As our English curriculum has been developed with reading at its heart, most of our writing outcomes in KS2 link to the high-quality, age appropriate text we have been studying in book study lessons. This not only inspires our children but it also provides them with the opportunity to apply the vocabulary, which they have been learning linked to their book, directly to their writing.  Pupils moving into KS2 should have mastered the fundamentals of writing following the work that has taken place in EYFS and KS1 and where this is not the case, precisely targetted interventions will support children in keeping up. As transcription has become automatic in the early years, the focus can be on composition and the children being able to articulate and communicate their ideas coherently. Writing lessons are carefully planned and follow the National Curriculum and our ‘Pye Bank Sequence of Writing’ which ensures lessons are progressive and well sequenced. As we believe children need to see good models for their writing, we have ensured that throughout the writing sequence children have the opportunity to see and talk about good models of writing.  Additionally as we want children to be reflective writers and know that writing is a process, we have provided opportunities for children to plan, write and edit their writing into our writing sequence. Children in KS2 begin the writing sequence by deconstructing an age-related exemplar text to help them to understand the layout and grammatical features of a particular genre. At this point, the purpose and audience of the piece of writing is discussed. Children are taught grammar objectives, which are carefully mapped out across school by subject leaders, as part of the writing sequence and children have the opportunity to orally rehearse what they want to write through drama based activities. Finally, children have the opportunity to plan, write and edit their own piece of writing which enables them to see that writing is process and that writers and authors have to refine their work before reaching a final piece. As we believe children need to have the time to edit and redraft their writing, this session is an integral part of the writing sequence. This writing sequence is repeated. All teachers have high expectations of what children can achieve in writing at Pye Bank and children rise to this challenge and are proud of the writing which they produce.   

Spelling

As we are committed to ensuring that our children leave Year 6 with the ability to spell, in Years 1 and Foundation Stage children are taught phonically plausible strategies to spell words and they learn high frequency and common exception words. In Years 2-6, spelling is taught using the Read Write Inc Spelling programme. The scheme is taught daily at least fortnightly, for 20 minutes. It teaches children methods and rules to spell words with regular patterns and it also focuses on strategies which can be used to learn irregular spelling patterns. Any child, who has been identified as experiencing difficulty in spelling, will receive small group spelling lessons in order to help accelerate progress. Children are encouraged and taught to independently apply their learning from these lessons to their writing.   

Handwriting


At Pye Bank, we use letter join as a whole school handwriting scheme. In EYFS and Year 1, letter formations are taught and consolidated.

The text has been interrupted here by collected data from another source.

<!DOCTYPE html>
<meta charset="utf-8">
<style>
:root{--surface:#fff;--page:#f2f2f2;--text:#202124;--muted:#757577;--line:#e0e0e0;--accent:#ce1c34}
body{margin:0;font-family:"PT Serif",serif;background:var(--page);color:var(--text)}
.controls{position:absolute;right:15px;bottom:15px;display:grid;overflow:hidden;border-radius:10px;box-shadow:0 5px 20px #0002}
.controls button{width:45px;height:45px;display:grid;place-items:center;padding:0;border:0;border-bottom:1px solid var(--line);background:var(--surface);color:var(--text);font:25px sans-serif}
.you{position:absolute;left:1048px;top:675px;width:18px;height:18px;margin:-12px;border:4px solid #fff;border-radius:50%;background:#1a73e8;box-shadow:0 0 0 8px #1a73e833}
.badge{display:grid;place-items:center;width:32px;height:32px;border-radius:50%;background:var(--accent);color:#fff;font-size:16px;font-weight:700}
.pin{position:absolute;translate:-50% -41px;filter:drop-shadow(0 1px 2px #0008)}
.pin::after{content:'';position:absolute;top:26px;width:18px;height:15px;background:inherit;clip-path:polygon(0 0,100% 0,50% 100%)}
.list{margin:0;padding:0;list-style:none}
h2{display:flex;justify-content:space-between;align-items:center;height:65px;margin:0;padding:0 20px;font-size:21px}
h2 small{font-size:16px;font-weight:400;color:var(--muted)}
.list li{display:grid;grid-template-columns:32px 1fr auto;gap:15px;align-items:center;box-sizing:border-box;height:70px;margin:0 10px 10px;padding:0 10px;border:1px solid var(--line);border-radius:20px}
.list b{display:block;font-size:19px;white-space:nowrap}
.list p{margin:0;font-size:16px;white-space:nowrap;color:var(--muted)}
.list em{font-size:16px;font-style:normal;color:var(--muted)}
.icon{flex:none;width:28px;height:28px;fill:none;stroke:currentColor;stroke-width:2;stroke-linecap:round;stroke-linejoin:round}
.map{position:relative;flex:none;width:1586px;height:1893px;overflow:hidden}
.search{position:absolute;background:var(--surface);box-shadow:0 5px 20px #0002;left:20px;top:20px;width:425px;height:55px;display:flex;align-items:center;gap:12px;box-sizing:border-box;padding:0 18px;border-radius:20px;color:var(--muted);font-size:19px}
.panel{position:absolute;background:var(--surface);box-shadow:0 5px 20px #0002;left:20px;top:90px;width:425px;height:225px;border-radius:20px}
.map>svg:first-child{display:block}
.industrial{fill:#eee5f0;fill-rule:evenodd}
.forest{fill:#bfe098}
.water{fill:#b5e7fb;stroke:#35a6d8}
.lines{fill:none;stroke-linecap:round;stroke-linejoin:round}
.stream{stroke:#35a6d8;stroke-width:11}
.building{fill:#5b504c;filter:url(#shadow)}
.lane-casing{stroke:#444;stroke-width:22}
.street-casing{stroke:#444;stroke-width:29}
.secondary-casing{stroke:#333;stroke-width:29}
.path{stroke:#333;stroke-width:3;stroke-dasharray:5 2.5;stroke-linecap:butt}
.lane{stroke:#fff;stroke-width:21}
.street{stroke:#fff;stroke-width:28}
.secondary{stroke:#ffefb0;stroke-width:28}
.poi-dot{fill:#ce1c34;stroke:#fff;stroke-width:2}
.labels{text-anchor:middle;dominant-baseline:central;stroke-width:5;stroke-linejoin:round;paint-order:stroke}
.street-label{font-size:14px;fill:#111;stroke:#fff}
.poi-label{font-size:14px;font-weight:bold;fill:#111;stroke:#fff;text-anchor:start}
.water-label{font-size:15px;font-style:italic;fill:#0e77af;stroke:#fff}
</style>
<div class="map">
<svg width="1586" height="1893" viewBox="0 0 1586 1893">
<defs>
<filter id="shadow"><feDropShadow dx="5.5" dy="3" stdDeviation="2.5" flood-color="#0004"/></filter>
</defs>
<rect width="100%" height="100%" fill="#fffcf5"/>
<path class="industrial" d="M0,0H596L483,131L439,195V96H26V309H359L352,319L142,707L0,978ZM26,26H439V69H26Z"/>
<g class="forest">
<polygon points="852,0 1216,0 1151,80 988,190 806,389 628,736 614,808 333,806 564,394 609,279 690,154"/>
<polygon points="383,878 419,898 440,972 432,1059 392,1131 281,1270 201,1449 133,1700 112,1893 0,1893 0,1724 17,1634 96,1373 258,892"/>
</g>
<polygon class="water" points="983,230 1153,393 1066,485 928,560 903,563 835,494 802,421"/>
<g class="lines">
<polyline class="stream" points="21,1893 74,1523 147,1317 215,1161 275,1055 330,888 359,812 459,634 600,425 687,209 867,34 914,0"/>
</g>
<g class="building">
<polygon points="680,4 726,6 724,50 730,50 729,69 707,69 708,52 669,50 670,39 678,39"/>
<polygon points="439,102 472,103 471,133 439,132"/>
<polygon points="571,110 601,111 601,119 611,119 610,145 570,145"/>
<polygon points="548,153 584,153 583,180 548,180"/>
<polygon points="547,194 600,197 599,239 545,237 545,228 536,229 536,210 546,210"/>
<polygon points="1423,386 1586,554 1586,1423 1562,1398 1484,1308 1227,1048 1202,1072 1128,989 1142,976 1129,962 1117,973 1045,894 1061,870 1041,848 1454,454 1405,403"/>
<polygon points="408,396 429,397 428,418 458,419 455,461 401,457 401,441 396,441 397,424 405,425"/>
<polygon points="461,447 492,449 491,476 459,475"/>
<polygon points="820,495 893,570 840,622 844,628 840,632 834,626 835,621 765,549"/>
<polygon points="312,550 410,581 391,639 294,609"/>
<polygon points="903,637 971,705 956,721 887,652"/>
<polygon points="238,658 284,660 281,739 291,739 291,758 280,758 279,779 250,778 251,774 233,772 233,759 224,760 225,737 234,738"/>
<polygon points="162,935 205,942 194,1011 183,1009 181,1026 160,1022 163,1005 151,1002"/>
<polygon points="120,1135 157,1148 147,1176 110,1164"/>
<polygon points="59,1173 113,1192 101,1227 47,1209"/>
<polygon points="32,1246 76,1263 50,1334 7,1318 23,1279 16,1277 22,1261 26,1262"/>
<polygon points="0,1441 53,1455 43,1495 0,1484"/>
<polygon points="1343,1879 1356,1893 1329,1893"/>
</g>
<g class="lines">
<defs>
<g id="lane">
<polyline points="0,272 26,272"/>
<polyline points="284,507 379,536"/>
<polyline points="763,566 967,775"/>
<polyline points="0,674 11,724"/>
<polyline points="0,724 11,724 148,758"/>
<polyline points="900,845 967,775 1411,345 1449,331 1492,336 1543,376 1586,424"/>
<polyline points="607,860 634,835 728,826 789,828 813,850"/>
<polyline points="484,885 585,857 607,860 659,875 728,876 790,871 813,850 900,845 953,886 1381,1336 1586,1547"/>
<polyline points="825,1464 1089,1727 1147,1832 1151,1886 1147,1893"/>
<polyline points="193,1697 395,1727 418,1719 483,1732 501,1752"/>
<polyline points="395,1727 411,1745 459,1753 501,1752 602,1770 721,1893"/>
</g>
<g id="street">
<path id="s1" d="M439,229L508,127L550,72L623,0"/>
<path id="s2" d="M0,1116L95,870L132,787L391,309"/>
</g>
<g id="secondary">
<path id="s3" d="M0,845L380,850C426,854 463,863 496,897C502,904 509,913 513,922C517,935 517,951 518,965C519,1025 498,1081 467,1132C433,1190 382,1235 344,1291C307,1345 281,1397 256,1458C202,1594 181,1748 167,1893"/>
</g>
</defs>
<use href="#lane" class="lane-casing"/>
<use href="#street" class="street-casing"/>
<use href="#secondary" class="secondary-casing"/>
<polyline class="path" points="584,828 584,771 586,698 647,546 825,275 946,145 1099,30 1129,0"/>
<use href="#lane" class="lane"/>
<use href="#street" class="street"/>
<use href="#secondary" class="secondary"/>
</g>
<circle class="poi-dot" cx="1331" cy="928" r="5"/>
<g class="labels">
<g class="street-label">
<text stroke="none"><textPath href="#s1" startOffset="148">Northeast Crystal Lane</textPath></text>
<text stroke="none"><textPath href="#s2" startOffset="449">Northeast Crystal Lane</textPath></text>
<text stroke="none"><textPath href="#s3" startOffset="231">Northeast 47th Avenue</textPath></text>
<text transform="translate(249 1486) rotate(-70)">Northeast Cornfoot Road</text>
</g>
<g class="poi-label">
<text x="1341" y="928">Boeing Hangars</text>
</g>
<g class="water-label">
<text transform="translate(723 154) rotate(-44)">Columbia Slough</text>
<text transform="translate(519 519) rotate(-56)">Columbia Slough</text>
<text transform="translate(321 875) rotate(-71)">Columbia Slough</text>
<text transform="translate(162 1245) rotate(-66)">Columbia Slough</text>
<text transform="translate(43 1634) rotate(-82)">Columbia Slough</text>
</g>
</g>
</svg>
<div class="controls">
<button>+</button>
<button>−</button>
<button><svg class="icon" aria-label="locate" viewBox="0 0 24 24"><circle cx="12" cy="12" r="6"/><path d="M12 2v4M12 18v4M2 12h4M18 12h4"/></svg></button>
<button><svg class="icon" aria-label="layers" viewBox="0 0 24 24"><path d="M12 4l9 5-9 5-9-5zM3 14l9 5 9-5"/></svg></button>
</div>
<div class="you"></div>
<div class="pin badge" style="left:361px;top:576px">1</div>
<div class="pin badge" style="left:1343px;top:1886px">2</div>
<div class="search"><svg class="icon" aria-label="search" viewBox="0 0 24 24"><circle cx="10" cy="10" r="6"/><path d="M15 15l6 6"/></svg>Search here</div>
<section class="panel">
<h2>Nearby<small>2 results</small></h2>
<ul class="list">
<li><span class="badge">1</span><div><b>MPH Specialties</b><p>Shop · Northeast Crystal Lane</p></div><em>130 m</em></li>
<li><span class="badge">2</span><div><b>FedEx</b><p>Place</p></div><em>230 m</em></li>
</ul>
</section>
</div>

In Foundation stage they first focus on pencil grip, fine and gross motor skills. Once these are secured, they move onto the formation of lower-case letters, the size and shape. In Year 1 they focus on the formation of capital letters, numbers and symbols. Initially children learn how to write printed letters correctly before progressing to using joins and cursive letter formations in Y2. In KS2 the scheme builds on the skills taught in KS1 and children have the opportunity to write passages of text neatly and speedily and fill in forms using legible writing. With the support of Letter-Join pupils will have covered all the criteria necessary by the end of Year 6 to reach the standards set out in the National Curriculum for handwriting.